O filme retoma as personagens que já conhecemos: desta vez, Max e Duke têm de se adaptar a um recém-chegado que é o pequeno filho da dona deles. Max custou muito a adaptar-se, mas acaba tão afeiçoado à criança que se torna super protector e sempre receoso por ele. Quando a família vai passar uma temporada no campo, Max tem a oportunidade de enfrentar os seus recém-adquiridos medos. Entretanto, a vida de Pompom como animal de estimação é perfeita, com o coelho a criar ilusões de super-herói graças às brincadeiras com a dona. As ilusões, porém, dão-lhe a chance de resgatar um jovem tigre branco que sofria abusos às mãos do domador de circo. Portanto, como se vê, o filme tem várias tramas que correm em paralelo e que se vão articulando, mas com predomínio da trama de Pompom e do tigre Hu. Creio que este foi o maior problema do filme, na medida em que relega duas personagens centrais do filme anterior (Max e Duke) para um plano altamente secundário, além de tornar o filme mais complicado de entender, principalmente para os mais jovens.

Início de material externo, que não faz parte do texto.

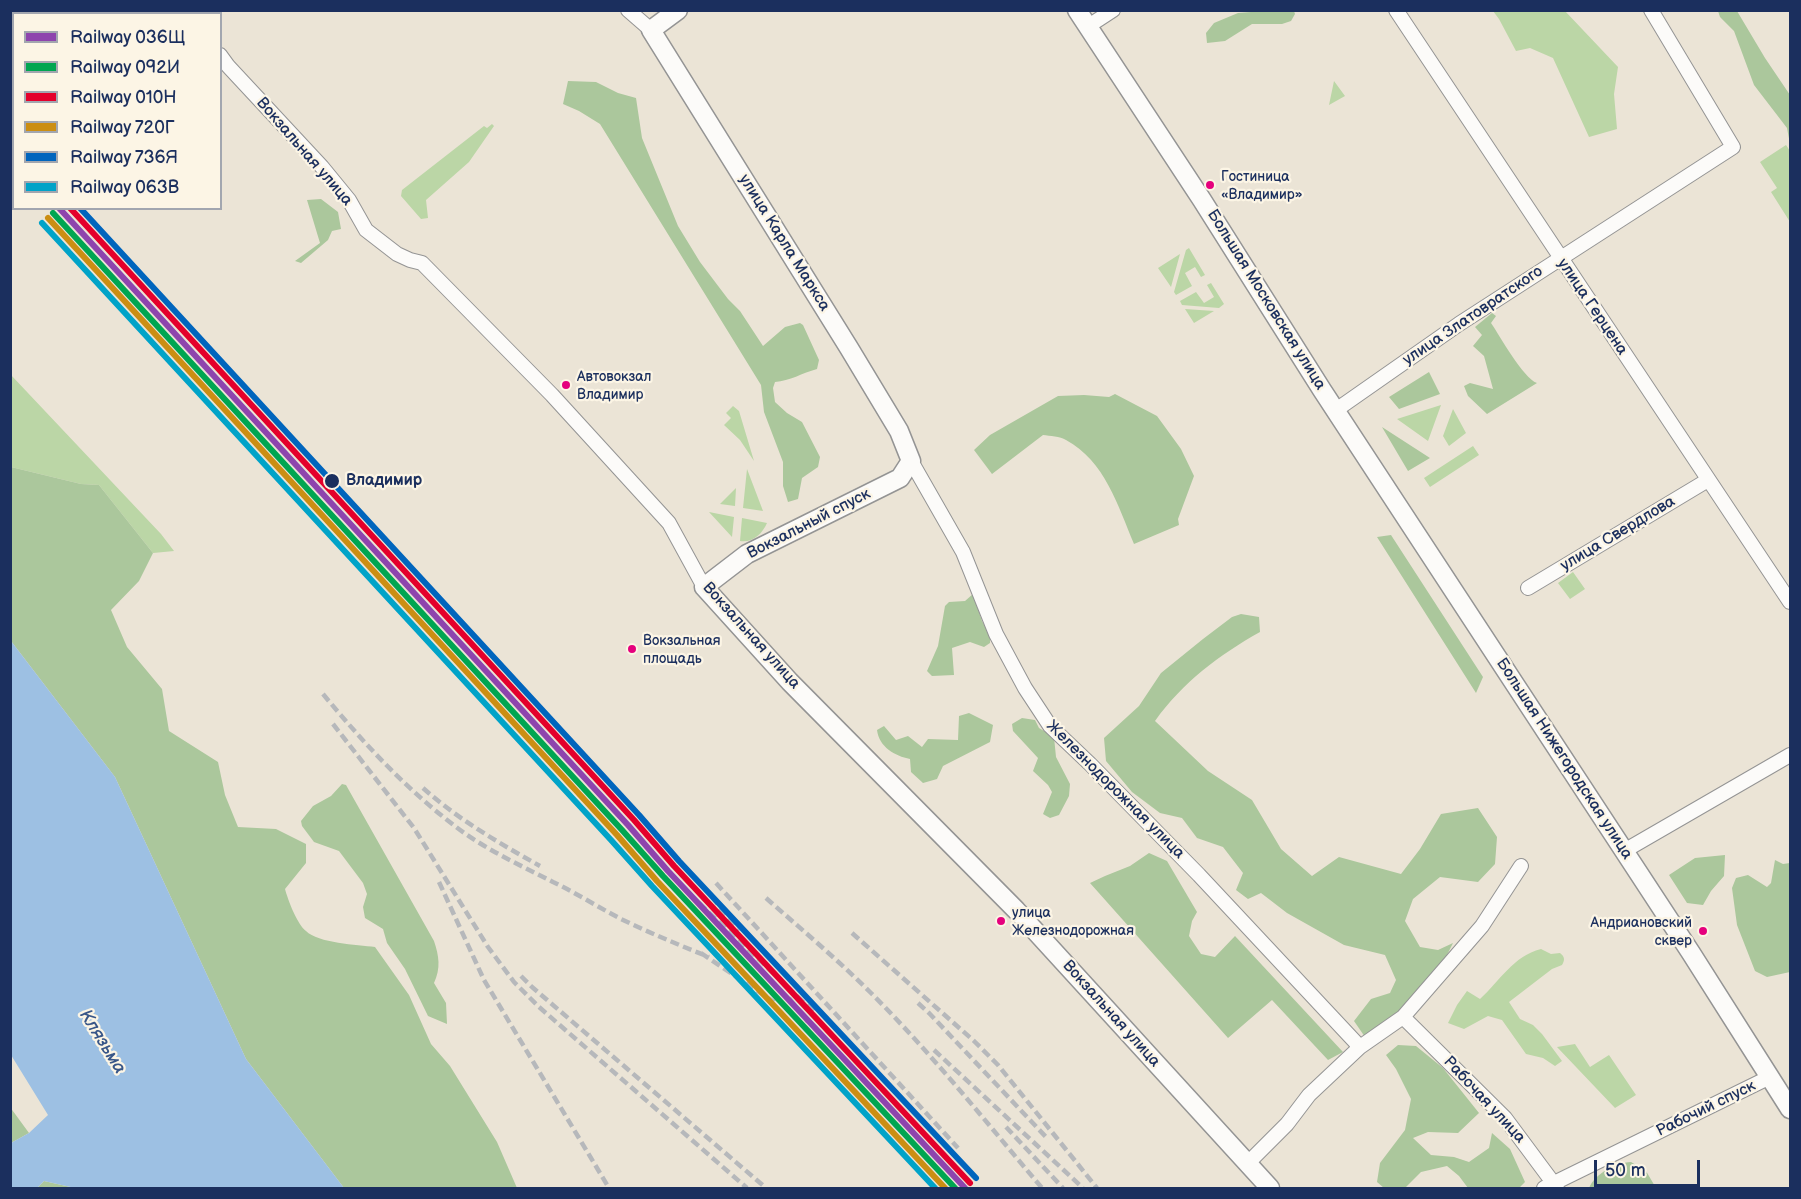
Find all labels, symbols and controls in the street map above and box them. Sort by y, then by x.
legend [12,12,222,210]
text: Railway 036Щ [70,27,185,48]
text: Railway 092И [70,57,180,78]
text: Railway 010Н [70,87,177,108]
street label: Вокзальная улица [252,94,356,210]
text: Railway 720Г [70,117,175,138]
text: Railway 736Я [70,147,178,168]
place label: Гостиница «Владимир» [1221,169,1303,202]
street label: улица Карла Маркса [734,171,834,315]
text: Railway 063В [70,177,179,198]
marker: Гостиница «Владимир» [1204,179,1216,191]
street label: Большая Московская улица [1203,206,1329,394]
street label: улица Герцена [1553,255,1631,359]
street label: улица Златовратского [1399,262,1547,370]
place label: Автовокзал Владимир [577,369,651,402]
marker: Автовокзал Владимир [560,379,572,391]
place label: Владимир [346,471,422,491]
marker: Владимир [323,472,341,490]
street label: Вокзальный спуск [744,485,874,563]
street label: улица Свердлова [1557,492,1679,576]
street label: Вокзальная улица [698,579,804,693]
place label: Вокзальная площадь [643,633,721,666]
marker: Вокзальная площадь [626,643,638,655]
street label: Большая Нижегородская улица [1492,655,1636,863]
street label: Железнодорожная улица [1042,717,1188,863]
place label: улица Железнодорожная [1012,905,1134,938]
marker: улица Железнодорожная [995,915,1007,927]
place label: Андриановский сквер [1590,915,1692,948]
marker: Андриановский сквер [1697,925,1709,937]
street label: Вокзальная улица [1058,957,1164,1071]
water label: Клязьма [74,1006,130,1078]
street label: Рабочая улица [1439,1053,1529,1147]
street label: Рабочий спуск [1653,1077,1759,1141]
scale bar [1597,1148,1704,1186]
text: 50 m [1605,1160,1646,1181]

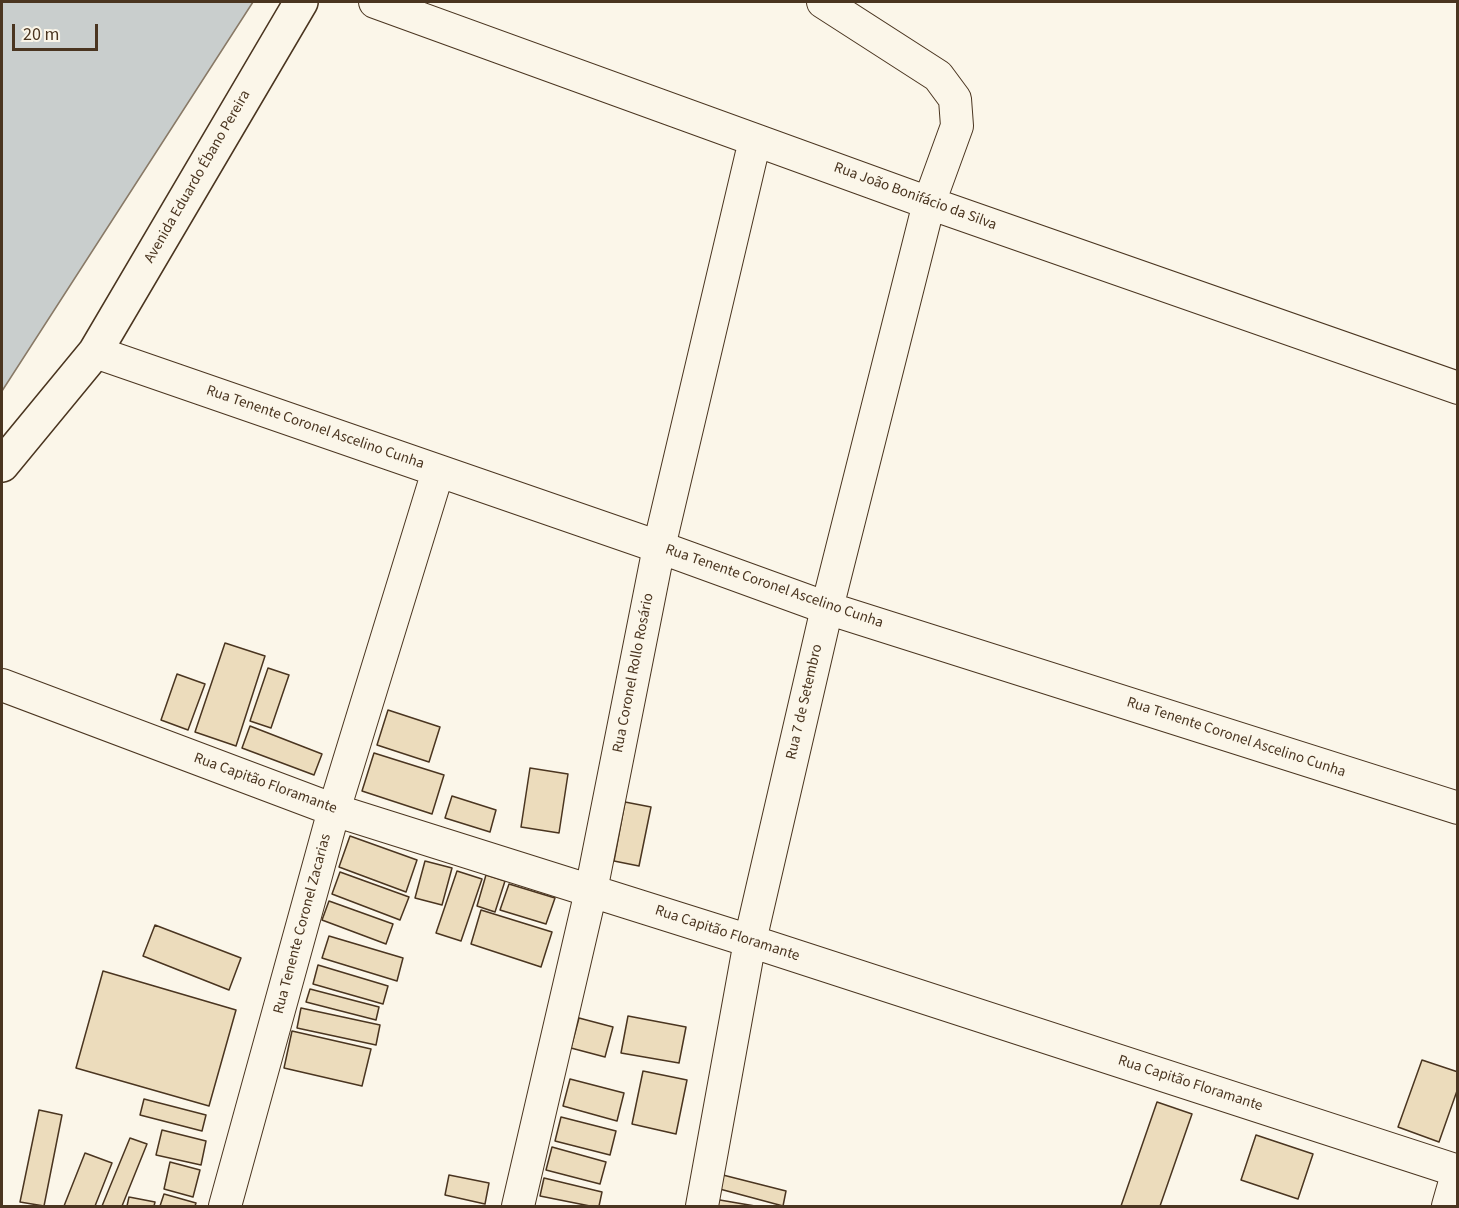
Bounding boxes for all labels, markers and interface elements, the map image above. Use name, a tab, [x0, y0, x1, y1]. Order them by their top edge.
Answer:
scale bar	[15, 12, 100, 50]
text: 20 m	[23, 22, 59, 47]
street label: Avenida Eduardo Ébano Pereira	[141, 87, 255, 267]
street label: Rua João Bonifácio da Silva	[831, 159, 999, 235]
street label: Rua Tenente Coronel Ascelino Cunha	[204, 382, 426, 474]
street label: Rua Tenente Coronel Ascelino Cunha	[663, 541, 885, 633]
street label: Rua Coronel Rollo Rosário	[610, 592, 658, 754]
street label: Rua 7 de Setembro	[783, 642, 827, 762]
street label: Rua Tenente Coronel Ascelino Cunha	[1124, 694, 1348, 782]
street label: Rua Capitão Floramante	[191, 750, 339, 818]
street label: Rua Tenente Coronel Zacarias	[270, 832, 336, 1016]
street label: Rua Capitão Floramante	[652, 902, 802, 966]
street label: Rua Capitão Floramante	[1115, 1052, 1265, 1116]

De resto, o filme traz poucas novidades de vulto. Uma coisa que foi corrigida foi o número de personagens a ter parte activa na trama. O filme anterior tinha uma multidão de personagens a agir em grupo. Aqui, Mel desaparece de todo e Pops, Sweet Pea e Buddy aparecem apenas em cameo. Cloe, Reginald e Gidget permanecem presentes, mas só como “equipa de apoio” das outras personagens. Nota-se bastante que os devaneios românticos de Gidget acerca de Max nunca chegaram a desenvolver-se. O tigre, Hu, foi muito bem desenhado e mais parece um gato muito grande, por ser tão dócil. A mudança mais drástica é Pompom, que se torna uma figura heróica quando era o grande vilão do filme anterior, onde apresentava até uma certa personalidade psicopata. A transformação, contudo, era fácil de prever para quem viu o fim do primeiro filme. De volta e em excelente forma estão, também, os actores de voz do primeiro filme, com excepção de Louis C.K., afastado após um escândalo sexual e substituído por Patton Oswalt. O filme regista, também, as adições de Tiffany Haddish e de Harrison Ford, no primeiro trabalho de voz deste actor. De novo, os diálogos e piadas continuam a ser bem imaginados mas a fazer sorrir mais do que rir.

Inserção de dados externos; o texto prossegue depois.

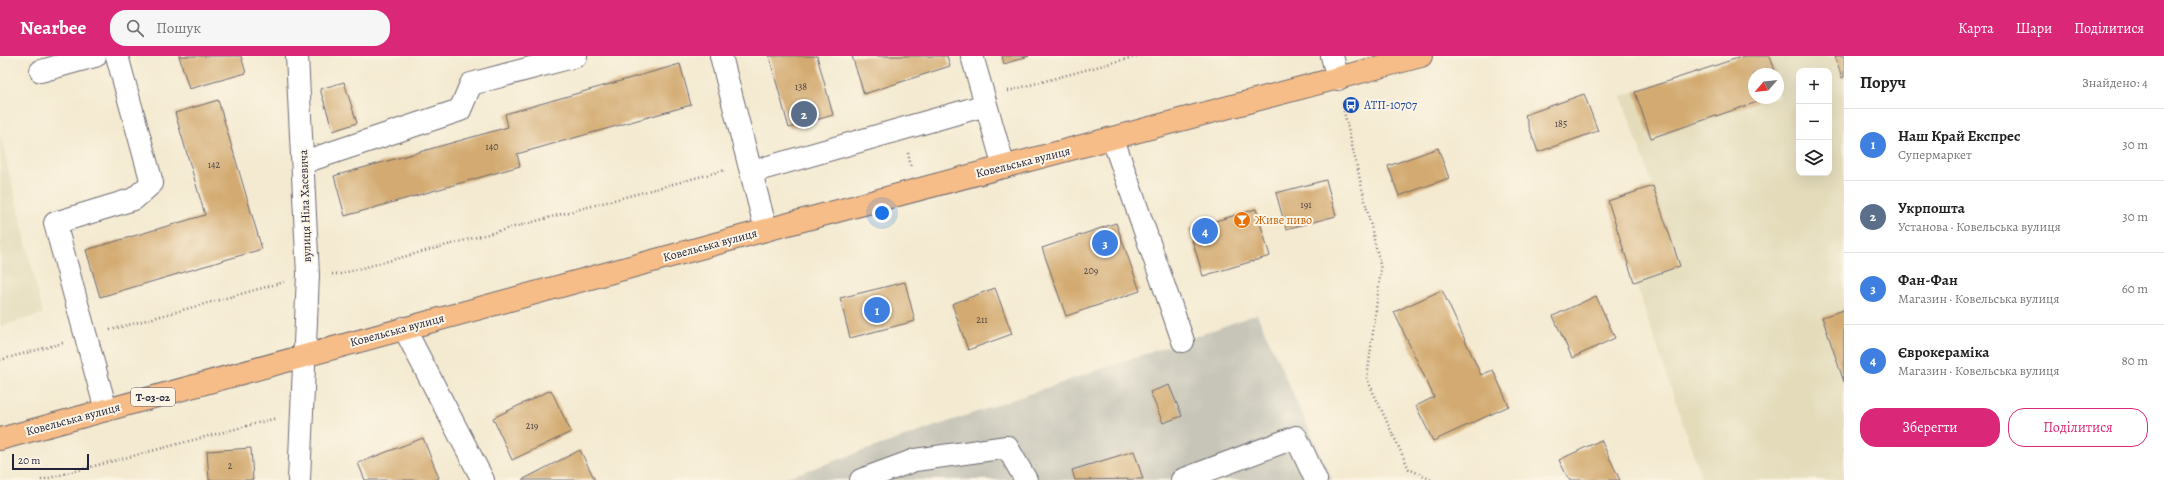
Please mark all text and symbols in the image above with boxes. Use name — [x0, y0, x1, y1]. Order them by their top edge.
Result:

Tecnicamente, é um filme onde era difícil exigir melhor. O CGI e a qualidade das animações é impecável, com os animais desenhados nos seus detalhes, magníficas cores e luz, movimento e acção nas horas certas e doses garantidas de fofura. O ritmo do filme é bom, e nunca senti que se arrastasse ou começasse a correr. A banda sonora continua a ser assinada por Alexandre Desplat, mas não me ficou tão no ouvido como a do primeiro filme, sendo parecida demais a muitas outras que circularam por aí.
Apesar de não ser tão bom ou tão bem feito como o primeiro, este filme é uma honrosa sequela que sabe estar à altura do material já existente e das expectativas do público.